Fuel cell developer Plug Power (PLUG) is down over 70 percent in the past year as EV related stocks have fallen out of favor. One trader sees a further decline in the next six months.
That’s based on the March 2024 $5 puts. With 199 days until expiration, 5,003 contracts traded compared to a prior open interest of 239, for a 21-fold rise in volume on the trade. The buyer of the puts paid $0.35 to make the bearish bet.
Plug Power shares recently traded right around $8, so they would need to fall by $3, or about 38 percent, for the option to move in-the-money. It would also suggest that shares move below their prior 52-week low of $7.39.
Plug has managed to increase its revenues by 72 percent over the past year, but the company has burned through over $800 million in cash at the same time, resulting in a big loss.
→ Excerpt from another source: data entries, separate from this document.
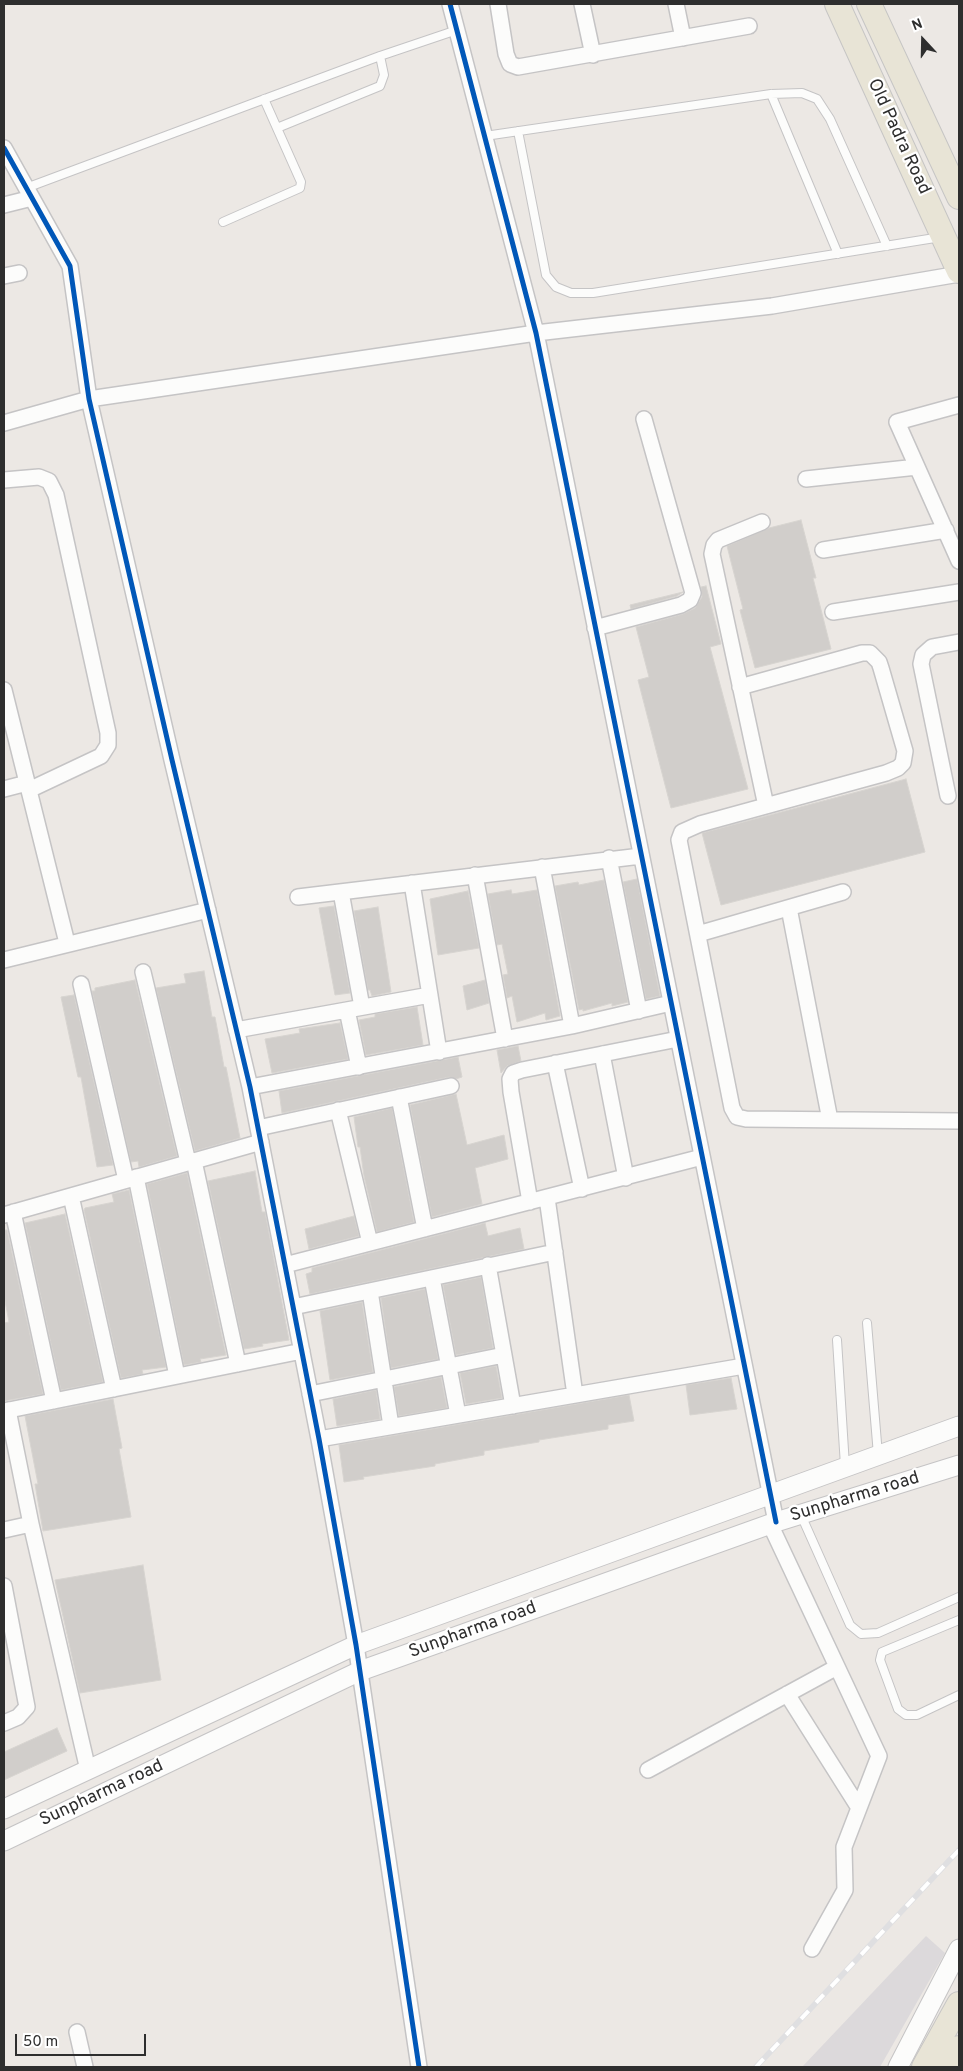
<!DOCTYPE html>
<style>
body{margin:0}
#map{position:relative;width:963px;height:2071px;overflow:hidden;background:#ece8e4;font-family:Overpass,sans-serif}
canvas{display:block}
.frame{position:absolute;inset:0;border:5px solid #2e2e2e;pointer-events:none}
.north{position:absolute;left:898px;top:15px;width:50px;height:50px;-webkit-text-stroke:4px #fff;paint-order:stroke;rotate:339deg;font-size:14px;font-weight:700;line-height:20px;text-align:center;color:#2e2e2e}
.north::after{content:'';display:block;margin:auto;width:18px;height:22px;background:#2e2e2e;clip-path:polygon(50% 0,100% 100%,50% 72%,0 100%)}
.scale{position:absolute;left:15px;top:2034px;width:131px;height:22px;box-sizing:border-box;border:2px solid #2e2e2e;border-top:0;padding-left:6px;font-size:15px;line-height:18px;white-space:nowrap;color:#2e2e2e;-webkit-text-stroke:4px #fff;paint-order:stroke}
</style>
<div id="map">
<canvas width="963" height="2071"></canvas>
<div class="frame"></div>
<div class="north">N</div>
<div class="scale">50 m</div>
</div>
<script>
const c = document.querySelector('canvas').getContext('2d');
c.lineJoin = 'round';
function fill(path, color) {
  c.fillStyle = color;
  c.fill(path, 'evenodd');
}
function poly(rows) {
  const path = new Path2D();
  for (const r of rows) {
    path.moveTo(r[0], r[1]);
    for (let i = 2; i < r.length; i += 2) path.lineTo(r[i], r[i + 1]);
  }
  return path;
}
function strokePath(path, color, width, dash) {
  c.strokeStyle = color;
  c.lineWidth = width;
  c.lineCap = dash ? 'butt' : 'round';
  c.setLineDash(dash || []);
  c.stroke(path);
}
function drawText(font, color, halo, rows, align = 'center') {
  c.font = font + ' Overpass,sans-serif';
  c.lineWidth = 4.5;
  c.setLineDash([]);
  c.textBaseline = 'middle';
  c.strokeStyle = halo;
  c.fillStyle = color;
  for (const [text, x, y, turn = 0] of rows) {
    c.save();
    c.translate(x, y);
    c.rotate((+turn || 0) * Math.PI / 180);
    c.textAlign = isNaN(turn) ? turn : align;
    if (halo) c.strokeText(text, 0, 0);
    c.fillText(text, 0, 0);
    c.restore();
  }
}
fill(poly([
 [926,1936,945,1953,880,2067,802,2067]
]), '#dcd9db');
const building = poly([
 [801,520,816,578,813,578,831,649,755,668,740,610,743,609,727,546,769,528,801,520],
 [706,586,721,644,710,647,748,789,671,808,638,680,649,677,636,627,683,614,695,608,702,597,701,587,706,586],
 [683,592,677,596,631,609,630,605,683,592],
 [906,779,925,852,721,905,702,833,906,779],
 [637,879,660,996,646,999,623,882,637,879],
 [604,880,628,1002,612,1006,612,1003,583,1011,583,1009,579,1010,555,886,578,882,579,885,604,880],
 [511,890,512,894,537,890,560,1016,546,1020,545,1013,517,1022,512,996,507,998,503,975,508,974,502,944,497,945,488,894,511,890],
 [468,891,479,948,438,955,430,899,468,891],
 [334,906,350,993,335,995,319,908,334,906],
 [378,907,391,992,372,996,370,990,368,990,354,911,378,907],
 [204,971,212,1017,215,1017,224,1067,226,1067,240,1138,195,1151,156,988,186,983,184,974,204,971],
 [135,980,177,1156,139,1167,138,1161,131,1162,92,991,95,991,95,988,135,980],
 [485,980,489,1003,467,1010,463,986,485,980],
 [74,995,113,1165,97,1167,81,1077,78,1077,61,997,74,995],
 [417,1007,423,1045,366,1055,359,1020,375,1017,375,1014,417,1007],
 [340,1023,348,1059,272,1073,265,1039,300,1033,299,1029,340,1023],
 [518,1046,521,1061,507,1066,501,1073,497,1050,518,1046],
 [458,1057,462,1077,456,1079,449,1077,282,1113,279,1091,458,1057],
 [456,1094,467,1145,504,1135,508,1159,475,1168,482,1204,432,1217,410,1105,456,1094],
 [392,1108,414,1222,377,1232,364,1176,360,1147,358,1147,354,1117,392,1108],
 [255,1171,262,1212,265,1212,289,1340,262,1344,263,1346,244,1349,208,1181,255,1171],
 [187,1173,226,1355,200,1359,201,1362,184,1365,147,1184,187,1173],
 [129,1190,166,1367,142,1370,143,1374,121,1378,84,1210,85,1208,114,1202,112,1194,129,1190],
 [65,1214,103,1382,61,1390,25,1223,65,1214],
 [354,1216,359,1236,309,1249,305,1229,354,1216],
 [485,1223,488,1236,520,1228,524,1249,310,1294,306,1274,312,1272,312,1268,485,1223],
 [4,1230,7,1230,43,1394,4,1401,4,1323,9,1322,4,1296,4,1230],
 [481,1277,493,1348,456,1355,443,1285,481,1277],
 [425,1289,438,1359,391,1368,381,1298,425,1289],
 [362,1302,373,1372,330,1380,320,1311,362,1302],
 [496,1366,502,1398,466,1404,460,1373,496,1366],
 [441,1377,447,1408,399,1416,394,1387,441,1377],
 [731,1378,737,1409,690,1415,686,1385,731,1378],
 [376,1390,380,1419,337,1426,333,1399,376,1390],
 [629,1395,634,1421,608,1425,608,1429,539,1440,539,1442,484,1451,484,1455,435,1464,435,1466,363,1477,364,1479,344,1482,339,1445,629,1395],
 [113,1399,122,1448,119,1449,131,1517,43,1531,35,1484,38,1484,25,1416,113,1399],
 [143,1565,161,1680,80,1693,55,1580,143,1565],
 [57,1728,67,1751,4,1780,4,1752,57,1728]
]);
fill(building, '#d1cecb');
strokePath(building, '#d7d4d0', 1);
const service = poly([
 [771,94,838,254],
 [277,128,380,86,384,75,380,56],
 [518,131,546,275,556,287,571,293,593,293,941,237],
 [485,136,771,94,802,93,817,99,830,119,887,246],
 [26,188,380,56,457,30],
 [223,222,300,188,301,182,264,99],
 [867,1323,878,1455],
 [837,1340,845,1466],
 [801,1515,850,1625,861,1634,878,1633,959,1597],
 [959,1620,882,1652,880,1660,898,1709,906,1715,917,1715,959,1695]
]);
const minor = poly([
 [450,4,536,333,776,1522],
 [498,4,506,54,510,64,518,67,749,26],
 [582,4,593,55],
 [676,4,683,38],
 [4,148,70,266,89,399,172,760,250,1087,319,1439,356,1645,419,2067],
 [4,205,32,198],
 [4,276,19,273],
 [959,405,897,422,959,561],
 [4,423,89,399,536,333,772,306,959,274],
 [806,479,917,467],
 [4,480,39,477,49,481,56,495,108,733,108,745,101,756,29,790],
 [762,522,718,540,714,545,712,554,766,806],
 [823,550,946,530],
 [833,612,959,592],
 [595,628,681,605,690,600,693,593,644,419],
 [740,687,862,653,870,653,879,662,881,668,905,751,903,763,898,768,886,773,700,824,682,832,679,840,732,1108,737,1117,746,1119,959,1121],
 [4,690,67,943],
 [4,789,27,783],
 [948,796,921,664,923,655,932,647,959,642],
 [609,858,639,1011],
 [542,867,572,1026],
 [475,875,505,1039],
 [412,883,439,1052],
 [341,892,362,1007],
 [298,897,641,856],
 [789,908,830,1120],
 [698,934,843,892],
 [4,960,208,910],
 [143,972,188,1162],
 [81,984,126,1180],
 [347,1010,359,1067],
 [236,1030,430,995],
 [602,1054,626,1178],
 [555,1063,582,1189],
 [250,1087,572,1026,671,1003],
 [399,1097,425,1229],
 [338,1110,370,1243],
 [258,1128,451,1086],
 [194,1161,238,1364],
 [136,1177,177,1376],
 [71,1196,114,1389],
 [547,1198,575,1395],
 [530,1202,511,1092,510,1079,513,1073,522,1070,678,1039],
 [13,1212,54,1401],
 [4,1215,261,1142],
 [285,1265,702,1157],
 [488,1265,513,1406],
 [432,1278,458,1415],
 [370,1291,391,1426],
 [293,1307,555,1252],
 [310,1394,504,1355],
 [8,1410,31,1524,88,1770],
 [4,1411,302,1351],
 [319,1439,744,1366],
 [770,1524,879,1756,844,1847,845,1890,812,1949],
 [4,1530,31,1524],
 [4,1586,27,1707,18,1717,4,1723],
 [787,1694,859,1808],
 [648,1770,837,1667],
 [77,2032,85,2067]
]);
const tertiary = poly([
 [4,1809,356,1645,959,1426],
 [4,1841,360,1671,776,1522,959,1465],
 [898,2067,959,1949]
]);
const primary = poly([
 [837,4,959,271],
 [869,4,959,197],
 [924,2067,959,2004],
 [948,2067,959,2048]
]);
strokePath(service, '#c5c4c5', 10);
strokePath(minor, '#c5c4c5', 18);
strokePath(tertiary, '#c5c4c5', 21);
strokePath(primary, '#c6c5c4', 26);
strokePath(service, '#fcfcfb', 8);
strokePath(minor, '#fcfcfb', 15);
strokePath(tertiary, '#fcfcfb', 19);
strokePath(primary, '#e8e4d6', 24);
const rail = poly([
 [756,2067,959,1850]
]);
strokePath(rail, '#dfdfe1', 5.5);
strokePath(rail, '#fff', 4, [11]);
strokePath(poly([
 [450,4,536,333,776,1522],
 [4,148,70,266,89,399,172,760,250,1087,319,1439,356,1645,419,2067]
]), '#0057b8', 5);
drawText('18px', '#2e2e2e', '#fff', [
 ["Old Padra Road",898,137,65],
 ["Sunpharma road",855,1498,-17],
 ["Sunpharma road",473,1631,-20],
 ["Sunpharma road",102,1794,-25]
]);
</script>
That looks likely to narrow somewhat, but the company could burn through the cash on its balance sheet in the coming year or two.
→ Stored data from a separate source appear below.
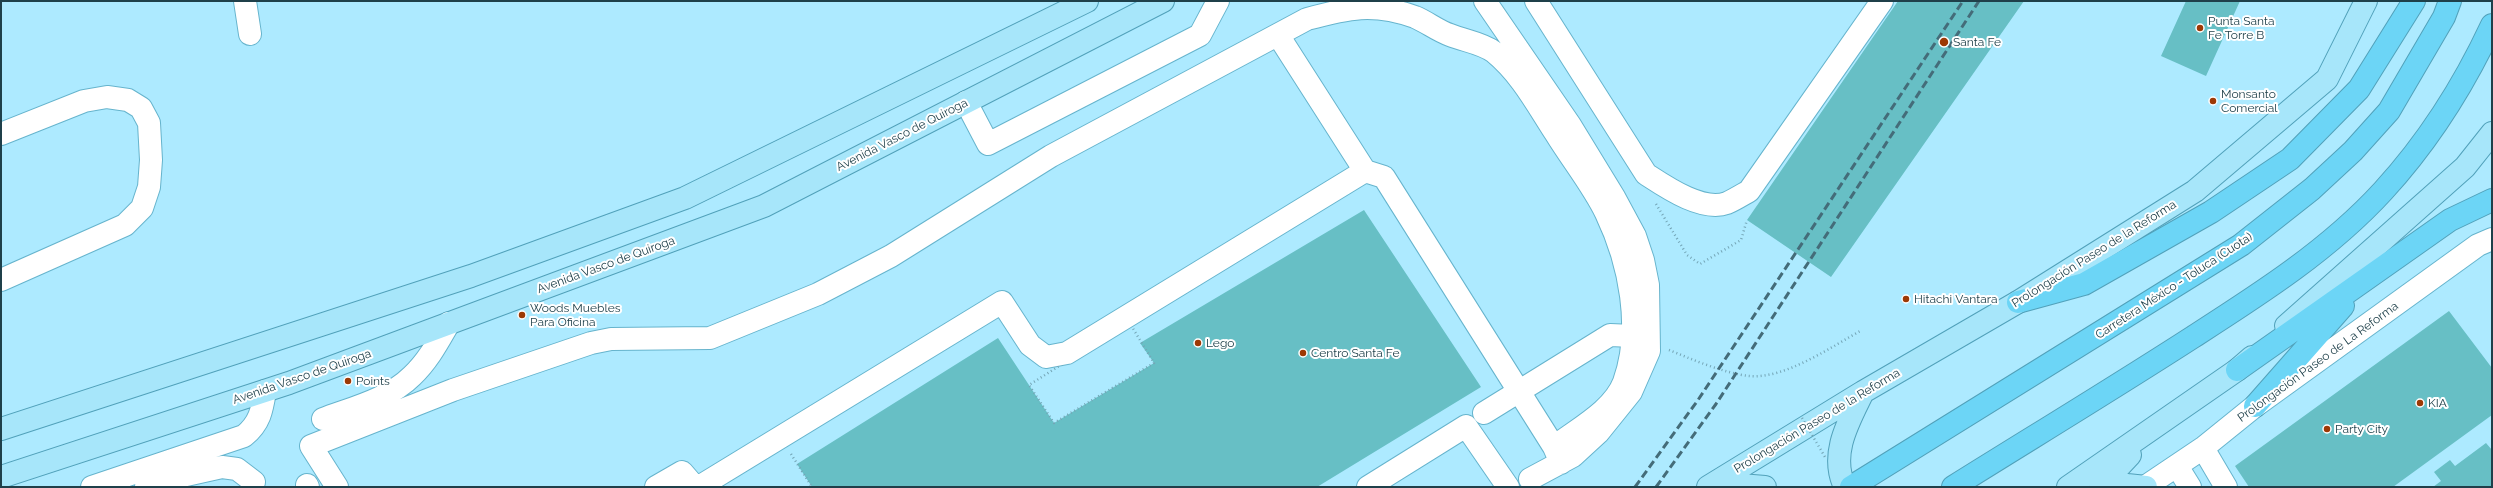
<!DOCTYPE html>
<html>
<head>
<meta charset="utf-8">
<style>
	body { margin:0 }
	#map { position:relative; width:2493px; height:488px; overflow:hidden; background:#adeaff; font-family:Raleway,sans-serif }
	canvas { display:block }
	.frame { position:absolute; inset:0; border:2px solid #1f404a; pointer-events:none }
</style>
</head>
<body>
<div id="map">
<canvas width="2493" height="488"></canvas>
<div class="frame"></div>
</div>
<script>
const g = document.querySelector('canvas').getContext('2d');
g.lineJoin = 'round';
function fillPath(path, color) {
  g.fillStyle = color;
  g.fill(path, 'evenodd');
}
function trace(path, color, width, dash) {
  g.strokeStyle = color;
  g.lineWidth = width;
  g.lineCap = dash ? 'butt' : 'round';
  g.setLineDash(dash || []);
  g.stroke(path);
}
function write(font, color, halo, rows, align = 'center') {
  g.font = font + ' Raleway,sans-serif';
  g.lineWidth = 4;
  g.setLineDash([]);
  g.textBaseline = 'middle';
  g.strokeStyle = halo;
  g.fillStyle = color;
  for (const [text, x, y, turn = 0] of rows) {
    g.save();
    g.translate(x, y);
    g.rotate((+turn || 0) * Math.PI / 180);
    g.textAlign = isNaN(turn) ? turn : align;
    if (halo) g.strokeText(text, 0, 0);
    g.fillText(text, 0, 0);
    g.restore();
  }
}
fillPath(new Path2D(`
	M1898,1H2024L1831,277L1747,220Z
	M2186,1H2240L2206,76L2161,56Z
	M1364,210L1481,387L1317,487H812L797,464L998,338L1054,423L1154,363L1140,343Z
	M2449,311L2492,368V415L2393,487H2249L2235,466Z
	M2486,443L2492,450V487H2433L2441,481L2434,472L2450,460L2455,466Z`), '#67bfc5');
const minor = new Path2D(`
	M245,1L250,34
	M1485,1L1570,125L1614,197L1635,236L1643,260L1648,285L1649,351L1631,392L1598,433L1573,456L1530,479
	M1536,1L1646,174C1666,187 1702,212 1727,203C1734,200 1742,195 1749,191L1882,1
	M1278,35L1365,171
	M966,102L988,144L1200,35L1218,1
	M1,134L84,101L107,97L128,100L141,108L149,123L151,160L149,187L142,208L125,225L1,280
	M1484,413L1610,335L1633,336L1643,345
	M323,419C352,408 389,399 412,376C428,361 438,342 449,323
	M2203,448L2226,487
	M2177,466L2190,487
	M307,485L308,487
	M92,487L244,436C260,423 262,410 265,391
	M146,487L155,482L222,467L237,469L254,482
	M337,487L311,446L453,390L591,343L611,339L710,338L818,294L891,256L1051,156L1307,19C1348,8 1373,2 1415,17C1427,22 1438,31 1450,35C1465,41 1482,43 1494,52C1521,74 1537,105 1556,134C1572,160 1593,186 1606,213C1630,263 1643,329 1624,382C1613,411 1577,429 1554,447
	M656,487L682,472L695,487
	M699,487L1002,302L1030,345L1046,357L1067,353L1365,171L1384,177L1554,447L1561,463
	M1368,487L1466,426L1508,487
	M2145,487L2203,448L2255,406L2478,245L2492,239`);
const major = new Path2D(`
	M2286,326L2465,167L2492,133
	M1,429L471,276L685,198L1087,1
	M2096,476L2127,485L2146,487
	M1,477L289,383L764,206L1163,1
	M1708,487L1863,392L2018,302L2195,191L2327,79L2366,1
	M1734,487L1740,485L1765,487
	M1845,487C1829,454 1849,421 1863,392
	M2068,487L2237,370L2252,357
	M2100,487L2130,455`);
const highway = new Path2D(`
	M2018,302L2084,284L2211,212L2290,159L2359,89L2414,1
	M2237,370L2450,220L2492,200
	M2255,406L2343,306
	M1851,487L2241,245L2312,189L2353,151L2389,111L2444,17L2450,1
	M1953,487C2033,437 2114,388 2193,337C2260,294 2329,250 2383,191C2428,142 2464,85 2492,25`);
trace(minor, '#66b4cd', 24);
trace(major, '#51a1ba', 24);
trace(highway, '#51a1ba', 24);
trace(new Path2D(`
	M1656,204L1687,255L1700,264L1741,240L1747,220
	M1129,322L1154,363L1054,423L1029,385Z
	M1669,350C1691,359 1726,374 1750,376C1785,379 1831,347 1862,330
	M791,454L812,487`), '#74a5b6', 2.5, [1, 3]);
trace(minor, '#fff', 22);
trace(major, '#a7e6fa', 22);
trace(highway, '#6cd5f6', 22);
trace(new Path2D(`
	M1635,487L1698,400L1963,1
	M1656,487L1716,404L1979,1`), '#446c79', 3, [8, 4]);
trace(new Path2D(`
	M1802,418L1825,457`), '#74a5b6', 2.5, [1, 3]);
for (const [x, y, r, color] of [
	[2200,28,4,"#9d3905"],
	[1944,42,5,"#9d3905"],
	[2213,101,4,"#9d3905"],
	[1906,299,4,"#9d3905"],
	[522,315,4,"#9d3905"],
	[1198,343,4,"#9d3905"],
	[1303,353,4,"#9d3905"],
	[348,381,4,"#9d3905"],
	[2420,403,4,"#9d3905"],
	[2327,429,4,"#9d3905"]
]) {
  const dot = new Path2D();
  dot.arc(x, y, r, 0, 2 * Math.PI);
  g.fillStyle = color;
  g.fill(dot);
  trace(dot, '#fff', 1.5);
}
write('12px', '#1f404a', '#fff', [
	["Punta Santa",2208,21],
	["Fe Torre B",2208,35],
	["Santa Fe",1953,42],
	["Monsanto",2221,94],
	["Comercial",2221,108],
	["Hitachi Vantara",1914,299],
	["Woods Muebles",530,308],
	["Para Oficina",530,322],
	["Lego",1206,343],
	["Centro Santa Fe",1311,353],
	["Points",356,381],
	["KIA",2428,403],
	["Party City",2335,429]
], 'left');
write('12px', '#1f404a', '#fff', [
	["Avenida Vasco de Quiroga",902,135,-27],
	["Prolongación Paseo de la Reforma",2094,254,-32],
	["Avenida Vasco de Quiroga",606,265,-20],
	["Carretera México - Toluca (Cuota)",2174,286,-33],
	["Prolongación Paseo de La Reforma",2318,362,-36],
	["Avenida Vasco de Quiroga",302,377,-19],
	["Prolongación Paseo de la Reforma",1817,421,-31]
]);
</script>
</body>
</html>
Action to take: Shares look set to continue lower, potentially even setting new 52-week lows in the weeks ahead. Interested investors should wait for signs of a stronger demand for the EV market before getting in.
For traders, the March puts are inexpensive, and could see triple-digit returns before expiration on a move lower in shares. In an already shaky market, that makes for a potentially strong trade.
Disclosure: The author of this article has no position in the company mentioned here, but may trade after the next 72 hours. The author receives no compensation from any of the companies mentioned in this article.